The Greek Debt Crisis: A Deeper Look
It was not for nothing that Greece abandoned its drachma in favor of the euro in 2002: loans to that government paid back in euros (NYSE:FXE) would be far more attractive to lenders than those paid back in the old currency. Also, it was widely perceived that entry into the euro zone might guarantee assistance from other members should financial difficulties arise. As a result Greece went on a public sector spending spree and the chickens it bred came home to roost in 2009, and they are still incoming.
Greece’s debt is a full blown crisis now of potentially global proportions, but how could this happen there? Greece is considered a high income country, globalized and modern. Its labor force works more hours per year than in any euro zone country except Spain. The ancient port of Piraeus is the largest container port in the East Mediterranean Sea Basin, handling more than 20 million tons of cargo in 2007. But, oftentimes governments with new credit cards (loans) behave just like individuals with them and that is what happened between 2002 and 2009.
Beginning in 2002 Greek public sector employees had a field day: their compensation packages quickly rose beyond sustainable levels, with retired employees following close behind with a comparatively low effective age for extremely generous benefits. Add to this the cost of the over-budget 2004 Athens Olympics, and low mortgages subsidized by the government.
During the same time, the country’s tax revenues …
fell sharply due to tax evasion. This, combined with the massive overspending produced a direct hit on the budget deficit. As a result, the government began borrowing heavily – billions upon billion of euros – from European banks, those loans then being repackaged and sold as complex commodities, which were much sought after. Meanwhile, the excessive spending continued, but now a large part went for servicing the growing debt, and Greece’s economy slowed down in 2008-09 due to the worldwide recession.
Enter the new Panhellenic Socialist Prime Minister George Papandreou in October 2009, with a promise to use a stimulus package to revive Greece’s stalled economy. Hopes were high for the American born grandson of a former Greek prime minister, but a new analysis of the budget deficit shocked him. He faced a budget deficit (12.7% of GDP), some four times the euro zone’s limit, compounded by Greece’s debt rating being lowered to BBB+ a few weeks later. Papandreou quickly responded with harsh austerity measures aimed at reducing the deficit to 2.8% of GDP, a plan which proved to be overly optimistic.

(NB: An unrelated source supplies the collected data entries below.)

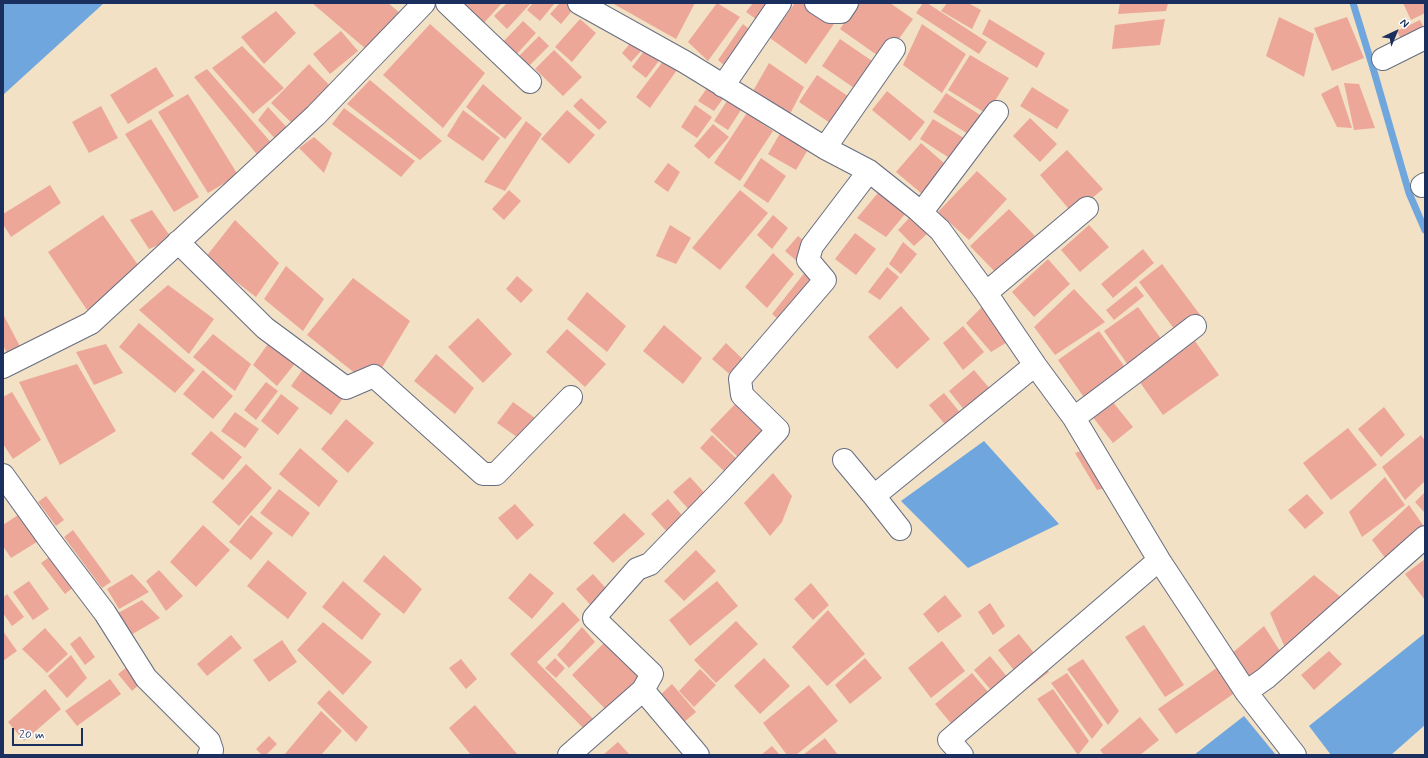 <!DOCTYPE html>
<html>
<head>
<meta charset="utf-8">
<style>
	body { margin:0 }
	#map { position:relative; width:1428px; height:758px; overflow:hidden; background:#f2e1c4; font-family:Mynerve,sans-serif }
	canvas { display:block }
	.frame { position:absolute; inset:0; border:4px solid #1b2f5e; pointer-events:none }
	.north { position:absolute; left:1376px; top:12px; width:40px; height:40px; -webkit-text-stroke:3px #fff; paint-order:stroke; rotate:44deg; font-size:11px; font-weight:700; line-height:16px; text-align:center; color:#1b2f5e }
	.north::after { content:''; display:block; margin:auto; width:14px; height:18px; background:#1b2f5e; clip-path:polygon(50% 0,100% 100%,50% 72%,0 100%) }
	.scale { position:absolute; left:12px; top:728px; width:71px; height:18px; box-sizing:border-box; border:2px solid #1b2f5e; border-top:0; padding-left:5px; font-size:12px; line-height:14px; white-space:nowrap; color:#1b2f5e; -webkit-text-stroke:3px #fff; paint-order:stroke }
</style>
</head>
<body>
<div id="map">
<canvas width="1428" height="758"></canvas>
<div class="frame"></div>
<div class="north">N</div>
<div class="scale">20 m</div>
</div>
<script>
const g = document.querySelector('canvas').getContext('2d');
g.lineJoin = 'round';
function fill(path, color) { g.fillStyle = color; g.fill(path, 'evenodd'); }
function stroke(path, color, width, dash) { g.strokeStyle = color; g.lineWidth = width; g.lineCap = dash ? 'butt' : 'round'; g.setLineDash(dash || []); g.stroke(path); }
const water = new Path2D(`
	M3,3H104L3,95Z
	M984,441L1059,524L968,568L901,501Z
	M1425,633V725L1391,755H1331L1309,726Z
	M1244,716L1276,755H1194Z`);
const stream = new Path2D(`
	M1353,3L1373,68L1409,193L1425,230`);
const building = new Path2D(`
	M312,3H388L406,18L373,55Z
	M457,3H502L482,25Z
	M507,3L530,4L507,29L494,16Z
	M533,3H553L554,4L540,21L527,10Z
	M560,3H572L576,6L561,24L550,14Z
	M612,3H695L676,39Z
	M717,3L740,17L708,61L688,42Z
	M753,3H782L766,26L746,12Z
	M795,3H805L834,24L806,64L770,38Z
	M858,3H890L913,19L884,60L840,29Z
	M923,3H927L987,42L979,54L916,13Z
	M947,3H968L981,10L972,29L941,11Z
	M1120,3H1168L1166,11L1118,14Z
	M1403,3H1425V13L1411,20Z
	M276,11L296,33L264,64L241,37Z
	M1279,17L1314,34L1304,77L1266,56Z
	M1347,17L1364,58L1332,71L1314,28Z
	M580,19L596,33L572,62L555,47Z
	M989,19L1045,53L1037,68L982,34Z
	M1165,19L1160,45L1112,49L1115,25Z
	M1420,20L1425,30L1404,46L1397,31Z
	M523,21L536,33L516,55L502,43Z
	M430,24L485,73L443,128L383,75Z
	M743,24L762,40L736,76L718,60Z
	M922,24L966,54L942,93L903,65Z
	M341,31L358,51L330,74L313,54Z
	M539,36L549,46L528,67L518,57Z
	M840,39L878,65L860,92L822,66Z
	M632,41L642,50L631,62L622,53Z
	M242,46L284,88L253,114L212,68Z
	M647,47L661,58L646,78L632,67Z
	M554,50L582,77L563,96L535,69Z
	M970,55L1009,78L987,114L948,90Z
	M664,60L677,70L650,108L636,97Z
	M769,63L804,87L790,114L753,91Z
	M309,64L333,89L296,127L271,103Z
	M156,67L174,96L128,124L110,95Z
	M207,69L275,147L259,157L194,77Z
	M817,75L855,101L836,127L799,102Z
	M370,80L442,141L420,160L347,104Z
	M1344,83L1359,84L1375,128L1354,130Z
	M483,84L522,118L505,139L466,107Z
	M709,85L725,96L714,111L698,101Z
	M1338,85L1352,128L1337,127L1321,94Z
	M1032,87L1069,110L1057,129L1020,106Z
	M887,91L925,122L910,141L872,110Z
	M946,93L985,118L973,137L933,112Z
	M188,94L238,175L208,193L158,112Z
	M581,98L607,122L599,130L573,106Z
	M727,101L741,110L728,130L714,121Z
	M695,105L712,117L697,138L681,127Z
	M101,106L118,138L89,153L72,122Z
	M268,107L292,133L280,144L258,120Z
	M344,108L415,161L401,177L332,124Z
	M463,110L500,138L483,161L447,136Z
	M567,110L595,135L569,164L541,139Z
	M747,113L773,131L740,181L714,163Z
	M1030,118L1057,144L1040,162L1013,136Z
	M151,119L199,197L174,212L125,134Z
	M933,119L967,140L954,161L920,139Z
	M526,121L542,134L505,191L484,182Z
	M713,124L729,137L709,159L694,146Z
	M782,130L810,146L796,170L768,154Z
	M314,137L332,153L324,173L299,148Z
	M921,143L952,170L928,199L896,172Z
	M1067,150L1103,189L1073,214L1040,175Z
	M761,158L786,176L768,203L743,186Z
	M668,163L680,172L668,192L654,182Z
	M977,171L1007,199L969,240L938,212Z
	M50,185L61,203L11,237L3,224V214Z
	M882,188L910,208L886,237L857,218Z
	M509,190L521,201L504,220L492,209Z
	M740,190L768,213L720,270L692,248Z
	M1009,209L1035,236L996,273L970,246Z
	M152,210L172,239L149,249L130,220Z
	M103,215L143,272L87,310L48,252Z
	M773,215L788,228L772,249L757,235Z
	M911,216L928,233L914,246L898,230Z
	M235,220L279,263L256,297L205,258Z
	M670,225L691,238L676,264L656,256Z
	M1089,225L1109,247L1080,272L1061,250Z
	M855,233L876,249L856,275L835,259Z
	M798,236L818,253L805,268L785,251Z
	M903,242L917,254L901,274L889,264Z
	M1143,249L1154,263L1113,298L1101,284Z
	M773,253L794,274L767,308L745,287Z
	M1048,259L1070,284L1034,317L1012,292Z
	M813,262L829,276L789,328L772,314Z
	M1162,264L1201,316L1178,334L1139,282Z
	M286,266L324,299L303,331L264,299Z
	M887,267L899,277L880,300L868,292Z
	M517,276L533,290L521,303L506,289Z
	M353,278L410,321L371,386L307,335Z
	M168,285L214,319L189,354L139,310Z
	M1136,286L1144,296L1114,320L1106,310Z
	M1074,289L1105,322L1055,355L1034,327Z
	M587,292L626,326L607,352L567,319Z
	M989,300L1019,335L991,352L966,323Z
	M901,306L930,339L897,369L868,337Z
	M1138,307L1167,347L1133,372L1104,331Z
	M3,314L24,354L11,361L3,345Z
	M478,318L512,354L483,383L448,347Z
	M139,323L195,370L175,393L119,347Z
	M664,325L702,358L683,384L643,351Z
	M963,326L984,352L963,370L943,343Z
	M567,329L606,364L585,387L546,352Z
	M277,331L305,351L277,386L253,365Z
	M1099,331L1132,377L1090,406L1058,360Z
	M213,334L251,364L235,391L193,357Z
	M1195,341L1219,375L1163,415L1139,381Z
	M726,343L754,370L741,384L712,359Z
	M106,344L123,373L94,385L76,352Z
	M436,354L474,388L455,414L414,381Z
	M310,359L350,388L331,415L291,386Z
	M77,364L116,431L60,465L19,382Z
	M203,370L233,396L213,419L183,394Z
	M974,370L996,396L970,417L949,391Z
	M266,382L278,391L256,420L244,410Z
	M12,392L41,440L13,459L3,444V397Z
	M944,393L967,421L952,433L929,405Z
	M281,394L299,408L278,435L261,421Z
	M741,398L776,432L745,464L710,430Z
	M1112,401L1133,427L1113,443L1092,416Z
	M513,402L542,423L527,444L497,423Z
	M1384,407L1405,435L1381,457L1358,429Z
	M235,412L259,429L245,448L221,431Z
	M346,419L374,443L348,473L321,449Z
	M1348,428L1377,465L1331,500L1303,463Z
	M211,431L242,457L223,480L191,454Z
	M712,435L739,461L727,474L700,448Z
	M1421,435L1425,441V481L1405,500L1382,467Z
	M1091,447L1110,487L1097,490L1075,453Z
	M300,448L338,481L319,507L279,474Z
	M246,464L272,488L239,526L212,502Z
	M773,473L792,496L782,522L770,536L744,503Z
	M690,477L709,498L692,513L673,492Z
	M1385,477L1405,505L1362,537L1349,512Z
	M279,489L310,513L292,537L260,513Z
	M1425,492V513L1415,502Z
	M1307,494L1324,513L1305,529L1288,510Z
	M46,496L64,520L56,526L38,502Z
	M668,499L687,521L670,535L651,514Z
	M515,504L534,525L517,540L498,518Z
	M1409,505L1425,528L1396,573L1372,540Z
	M27,509L45,537L11,558L3,546V525Z
	M624,513L645,534L613,563L593,543Z
	M251,515L273,533L251,560L229,542Z
	M203,525L230,550L196,587L170,562Z
	M73,530L111,582L102,588L64,537Z
	M696,550L716,571L684,601L664,581Z
	M58,551L81,581L65,594L41,563Z
	M384,555L422,589L404,614L363,581Z
	M1425,559V600L1405,574Z
	M268,560L307,593L288,619L247,586Z
	M159,570L183,596L166,611L146,581Z
	M530,573L554,593L532,619L508,598Z
	M132,574L149,592L119,609L107,589Z
	M593,574L612,595L595,610L576,589Z
	M1314,575L1348,603L1289,657L1270,613Z
	M29,581L49,609L33,620L13,592Z
	M343,581L381,614L362,640L322,607Z
	M717,581L738,606L690,646L669,620Z
	M811,583L829,605L813,620L794,599Z
	M7,594L24,617L12,626L3,613V598Z
	M945,595L962,616L938,633L923,614Z
	M142,600L160,618L124,639L107,619Z
	M563,602L580,620L537,662L605,731L595,740L510,654Z
	M990,603L1005,626L993,635L978,612Z
	M828,610L865,654L827,686L792,647Z
	M736,621L758,644L716,683L694,660Z
	M323,622L372,662L343,695L297,650Z
	M1144,625L1184,685L1165,697L1125,637Z
	M1264,626L1287,662L1251,686L1231,654Z
	M582,627L595,642L569,668L557,655Z
	M45,628L68,654L47,673L22,649Z
	M3,631L17,651L3,661Z
	M1019,634L1049,672L1028,688L998,650Z
	M231,635L242,648L207,676L197,664Z
	M80,636L95,657L85,665L70,644Z
	M608,639L648,688L615,719L572,675Z
	M282,640L297,662L269,682L253,660Z
	M942,641L965,671L931,698L908,668Z
	M1329,651L1342,664L1314,690L1301,675Z
	M71,655L87,678L67,698L48,676Z
	M990,656L1018,690L1002,703L974,670Z
	M555,658L565,668L556,678L545,668Z
	M764,658L790,686L760,714L734,686Z
	M865,658L882,678L850,704L835,685Z
	M461,659L477,679L466,689L449,668Z
	M1083,659L1119,711L1108,725L1067,669Z
	M127,667L141,683L132,691L118,674Z
	M1218,667L1236,692L1176,734L1158,709Z
	M700,669L716,685L694,707L679,691Z
	M972,673L1000,706L962,737L935,704Z
	M1067,673L1103,725L1092,739L1051,683Z
	M110,679L121,694L77,726L65,711Z
	M672,684L696,712L683,723L659,696Z
	M809,685L838,721L796,755H787L763,723Z
	M45,689L61,709L24,741L8,722Z
	M1053,689L1089,741L1078,755L1037,699Z
	M329,690L368,727L356,742L317,703Z
	M475,705L518,755H471L449,728Z
	M321,711L342,731L321,755H284Z
	M1140,717L1159,740L1140,755H1104L1100,750Z
	M269,736L277,744L266,755H262L256,749Z
	M825,738L838,755H803Z
	M618,742L630,755H603Z
	M772,746L780,755H761Z`);
const minor = new Path2D(`
	M447,3L530,82
	M579,3L685,62L825,148L869,171L918,210L940,230L986,293L1035,365L1074,418L1159,560L1246,692L1295,755
	M816,3L830,12H841L847,3
	M1383,59L1425,38
	M723,86L780,3
	M825,148L894,49
	M1422,186L1425,184
	M921,213L997,112
	M178,242L265,328L346,388L374,376L483,474H496L571,397
	M986,293L1087,208
	M3,367L91,323L316,115L424,3
	M1074,418L1134,373L1195,326
	M844,460L874,496
	M3,475L49,539L105,613L146,678L209,741L212,750L209,755
	M900,529L874,496L1035,365
	M1246,692L1266,678L1425,537
	M569,755L643,690
	M698,755L643,690L652,674L594,618L637,569L650,564L722,490L778,430L742,395L740,379L825,280L808,260L812,246L869,171
	M962,755L949,740L1159,560`);
fill(water, '#6ea6dd');
stroke(stream, '#6ea6dd', 7);
fill(building, '#eda799');
stroke(minor, '#666d82', 24);
stroke(minor, '#fff', 22);
</script>
</body>
</html>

The failure of Papandreou’s ‘Three Year Plan’ required outside help to remedy, and the first EU bailout was implemented in April 2010, which promised $60B in new loans tied to a $33B austerity package. Citizens were disappointed and outraged by the irony of an elected socialist prime minister imposing severe spending cuts and higher taxes, and they went to the streets in mass numbers, perhaps 500,000, in May. Although most private banks in Greece passed a stress test, the government’s debt rating fell later in the year to junk status. Faced with the austerity measures, consumption spending took a hit and the economy remained stagnant; the obvious Catch-22 here is that the more governments implement austerity measures, the slower their economies grow (or the faster they shrink), and so all the harder to generate revenues to pay debts.
A second bailout followed in July 2011. This package promised $157B in portions (tranches), plus a lower interest rate and longer maturity dates on Greek bonds, in exchange for more austerity, which included new property taxes starting in September. October saw more public sector jobs and wages cut, with higher income pensions and collective bargaining rights reduced. The same month also saw a nationwide strike, which led the Prime Minister to call for a referendum on the bailout, which ignited a firestorm of criticism from euro zone finance ministers and finally caused Papandreou’s resignation on November 10. The proposed referendum was never carried out.
Meanwhile back in Western Europe …
Portugal, Ireland, and others found themselves in similar, if not as dire, straits. The European Finance Stability Facility’s fund is only so big (~ $1 trillion), and if one country were to fail, doubts about sustaining the others would grow exponentially and could cause a domino effect of massive defaults, along with a financial panic. Additionally, private banks in France and Germany are large holders of Greek public debt and a disorderly default could threaten their viabilities as well. However, the European Central Bank last month provided $632B in 3-year loans to those banks, to help deflect such a possibility.
All of which brings us to the meeting of European officials beginning Monday, January 21, in Brussels. A big deadline is March 20, when a 14.5 billion euro bond payment is due from Greece. Discussions will focus upon a debt swap for Greece (voluntarily exchanging outstanding bonds for new securities, which will cut the face value by 50 percent), along with new protection for indebted states and new budgetary rules. Officials will be considering a new centralized mechanism that will be triggered by deviations from targeted structural budgetary deficits of 0.5 percent of more. The mechanism would then initiate appropriate correction measures.
Participants at Brussels are well motivated, not only by the specter of default by Greece now and others later, but also to maintain the integrity of the euro (which price rose two percent in the week ending January 20), and the euro zone itself. A default by Greece would almost certainly lead that country to withdraw from the euro, and that is uncharted territory that no one wants to explore.